Task: Repeat each entry exactly, but do not carry over the pictures.

Listed records:
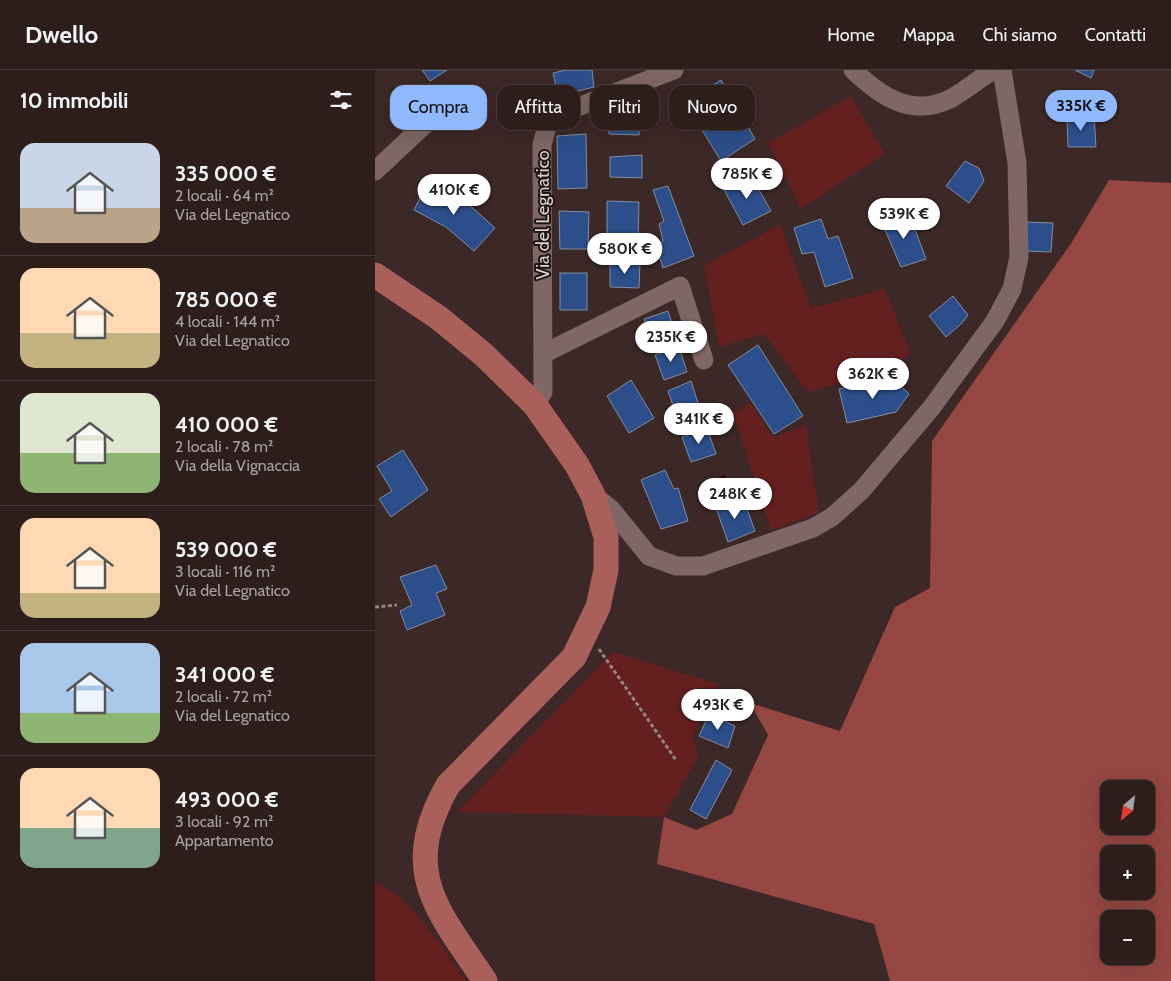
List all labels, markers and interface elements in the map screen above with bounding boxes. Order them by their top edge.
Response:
text: Dwello [25,20,98,49]
text: Home [827,24,875,46]
text: Mappa [903,24,955,46]
text: Chi siamo [983,24,1057,46]
text: Contatti [1085,24,1146,46]
chip: Compra [390,85,487,130]
chip: Affitta [497,85,580,130]
chip: Filtri [590,85,659,130]
chip: Nuovo [669,85,755,130]
icon: filters [327,86,355,114]
text: 10 immobili [20,88,128,113]
pin: 335K € [1040,90,1122,132]
text: 335K € [1056,96,1106,115]
street label: Via del Legnatico [532,150,554,280]
pin: 785K € [706,158,788,200]
text: 335 000 € [175,161,276,186]
icon: home [60,163,120,223]
text: 785K € [722,164,772,183]
pin: 410K € [413,174,495,216]
text: 410K € [429,180,479,199]
text: 2 locali · 64 m² [175,186,274,205]
pin: 539K € [863,198,945,240]
text: 539K € [879,204,929,223]
text: Via del Legnatico [175,205,290,224]
pin: 580K € [584,232,666,275]
text: 580K € [598,239,652,258]
text: 785 000 € [175,287,277,312]
icon: home [60,288,120,348]
text: 4 locali · 144 m² [175,312,280,331]
pin: 235K € [630,320,712,363]
text: 235K € [646,327,696,346]
text: Via del Legnatico [175,331,290,350]
pin: 362K € [832,358,914,400]
text: 362K € [848,364,898,383]
pin: 341K € [658,402,740,445]
text: 341K € [675,409,723,428]
text: 410 000 € [175,412,278,437]
icon: home [60,413,120,473]
text: 2 locali · 78 m² [175,437,273,456]
text: Via della Vignaccia [175,456,300,475]
pin: 248K € [694,478,776,520]
text: 248K € [709,484,761,503]
text: 539 000 € [175,537,277,562]
icon: home [60,538,120,598]
text: 3 locali · 116 m² [175,562,275,581]
text: Via del Legnatico [175,581,290,600]
text: 341 000 € [175,662,274,687]
icon: home [60,663,120,723]
text: 2 locali · 72 m² [175,687,272,706]
pin: 493K € [677,688,759,731]
text: 493K € [692,695,744,714]
text: Via del Legnatico [175,706,290,725]
north arrow [1100,780,1155,835]
map controls [1100,780,1155,965]
text: 493 000 € [175,787,279,812]
icon: home [60,788,120,848]
text: 3 locali · 92 m² [175,812,273,831]
text: Appartamento [175,831,274,850]
button: + [1100,845,1155,900]
button: − [1100,910,1155,965]

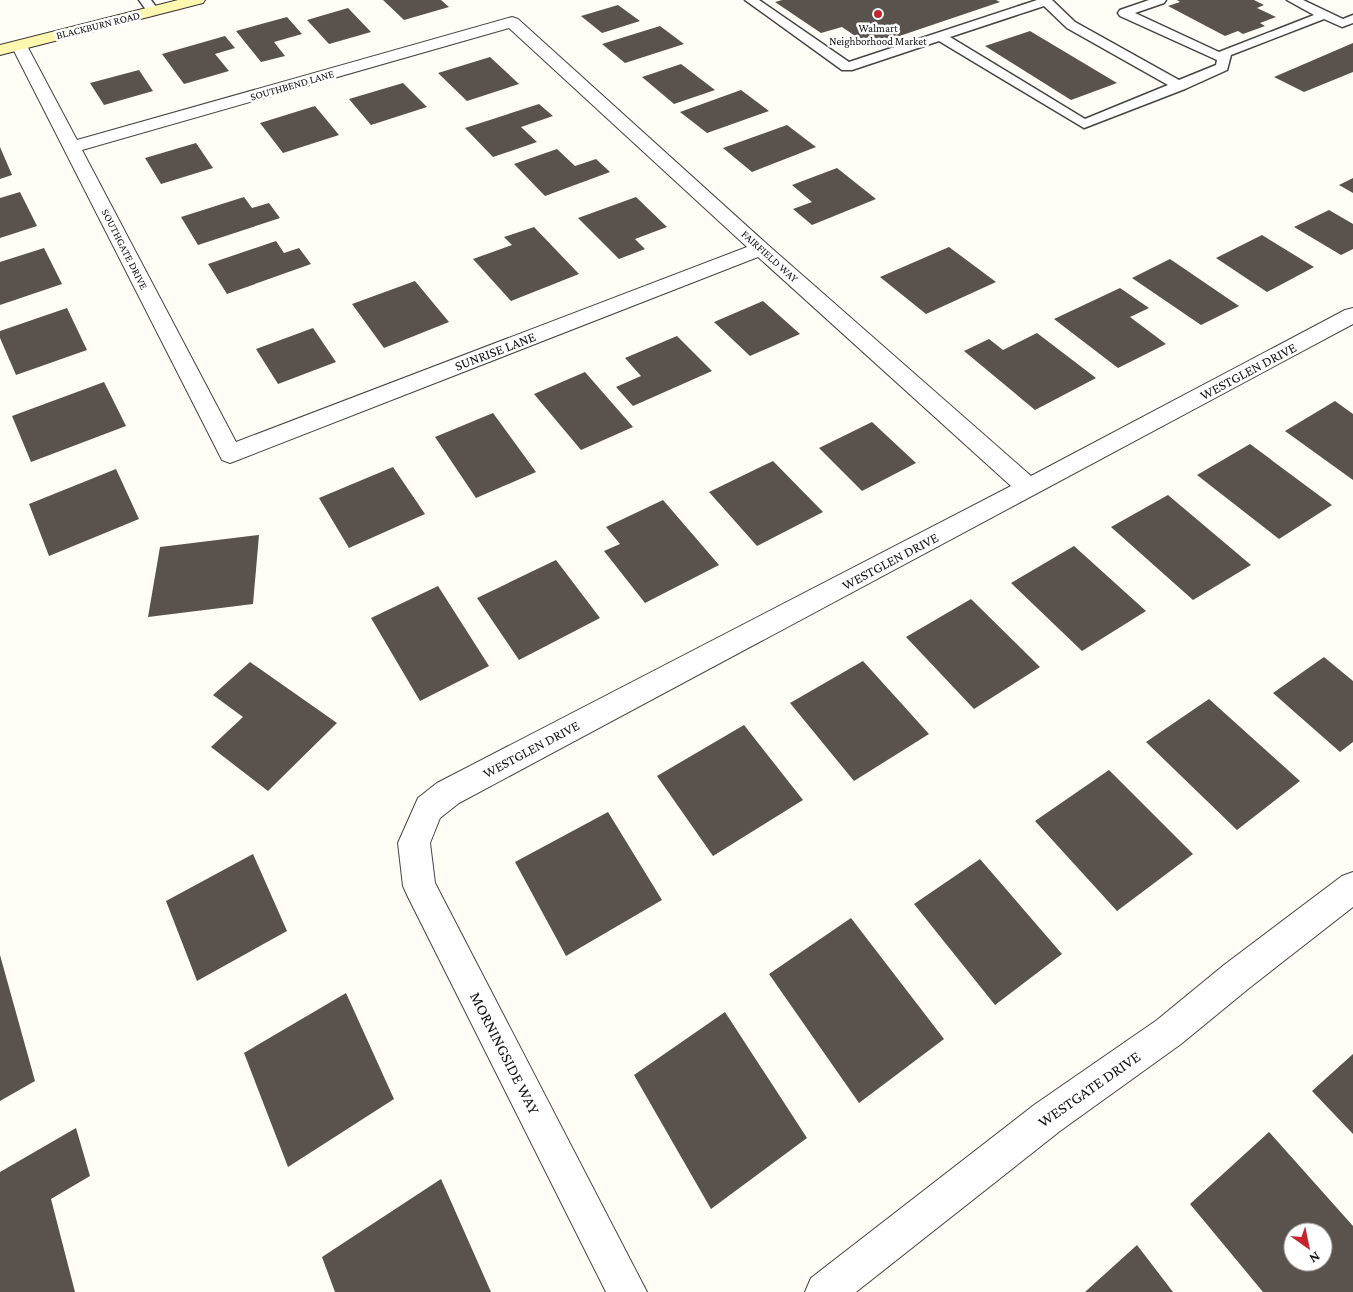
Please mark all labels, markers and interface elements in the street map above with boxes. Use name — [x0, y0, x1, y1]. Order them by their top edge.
marker: Walmart Neighborhood Market — [872, 8, 884, 20]
street label: BLACKBURN ROAD — [55, 9, 141, 41]
place label: Walmart Neighborhood Market — [829, 22, 927, 48]
street label: SOUTHBEND LANE — [249, 67, 335, 103]
street label: SOUTHGATE DRIVE — [100, 207, 150, 291]
street label: FAIRFIELD WAY — [739, 228, 801, 285]
street label: SUNRISE LANE — [452, 328, 538, 374]
street label: WESTGLEN DRIVE — [1197, 339, 1299, 403]
street label: WESTGLEN DRIVE — [839, 529, 941, 593]
street label: WESTGLEN DRIVE — [480, 717, 582, 781]
street label: MORNINGSIDE WAY — [467, 989, 543, 1117]
street label: WESTGATE DRIVE — [1035, 1047, 1144, 1131]
north arrow — [1283, 1222, 1333, 1272]
text: N — [1306, 1249, 1323, 1267]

Answer box:
List all labels, markers and interface elements in the map screen above with bounding boxes. Order them by their top edge.
Response:
text: Dwello [25,20,98,49]
text: Home [827,24,875,46]
text: Mappa [903,24,955,46]
text: Chi siamo [983,24,1057,46]
text: Contatti [1085,24,1146,46]
chip: Compra [390,85,487,130]
chip: Affitta [497,85,580,130]
chip: Filtri [590,85,659,130]
chip: Nuovo [669,85,755,130]
icon: filters [327,86,355,114]
text: 10 immobili [20,88,128,113]
pin: 335K € [1040,90,1122,132]
text: 335K € [1056,96,1106,115]
street label: Via del Legnatico [532,150,554,280]
pin: 785K € [706,158,788,200]
text: 335 000 € [175,161,276,186]
icon: home [60,163,120,223]
text: 785K € [722,164,772,183]
pin: 410K € [413,174,495,216]
text: 410K € [429,180,479,199]
text: 2 locali · 64 m² [175,186,274,205]
pin: 539K € [863,198,945,240]
text: 539K € [879,204,929,223]
text: Via del Legnatico [175,205,290,224]
pin: 580K € [584,232,666,275]
text: 580K € [598,239,652,258]
text: 785 000 € [175,287,277,312]
icon: home [60,288,120,348]
text: 4 locali · 144 m² [175,312,280,331]
pin: 235K € [630,320,712,363]
text: 235K € [646,327,696,346]
text: Via del Legnatico [175,331,290,350]
pin: 362K € [832,358,914,400]
text: 362K € [848,364,898,383]
pin: 341K € [658,402,740,445]
text: 341K € [675,409,723,428]
text: 410 000 € [175,412,278,437]
icon: home [60,413,120,473]
text: 2 locali · 78 m² [175,437,273,456]
text: Via della Vignaccia [175,456,300,475]
pin: 248K € [694,478,776,520]
text: 248K € [709,484,761,503]
text: 539 000 € [175,537,277,562]
icon: home [60,538,120,598]
text: 3 locali · 116 m² [175,562,275,581]
text: Via del Legnatico [175,581,290,600]
text: 341 000 € [175,662,274,687]
icon: home [60,663,120,723]
text: 2 locali · 72 m² [175,687,272,706]
pin: 493K € [677,688,759,731]
text: 493K € [692,695,744,714]
text: Via del Legnatico [175,706,290,725]
north arrow [1100,780,1155,835]
map controls [1100,780,1155,965]
text: 493 000 € [175,787,279,812]
icon: home [60,788,120,848]
text: 3 locali · 92 m² [175,812,273,831]
text: Appartamento [175,831,274,850]
button: + [1100,845,1155,900]
button: − [1100,910,1155,965]

Please mark all labels, markers and interface elements in the street map above with boxes. Use name — [x0, y0, x1, y1]. Order them by their top edge.
marker: Walmart Neighborhood Market — [872, 8, 884, 20]
street label: BLACKBURN ROAD — [55, 9, 141, 41]
place label: Walmart Neighborhood Market — [829, 22, 927, 48]
street label: SOUTHBEND LANE — [249, 67, 335, 103]
street label: SOUTHGATE DRIVE — [100, 207, 150, 291]
street label: FAIRFIELD WAY — [739, 228, 801, 285]
street label: SUNRISE LANE — [452, 328, 538, 374]
street label: WESTGLEN DRIVE — [1197, 339, 1299, 403]
street label: WESTGLEN DRIVE — [839, 529, 941, 593]
street label: WESTGLEN DRIVE — [480, 717, 582, 781]
street label: MORNINGSIDE WAY — [467, 989, 543, 1117]
street label: WESTGATE DRIVE — [1035, 1047, 1144, 1131]
north arrow — [1283, 1222, 1333, 1272]
text: N — [1306, 1249, 1323, 1267]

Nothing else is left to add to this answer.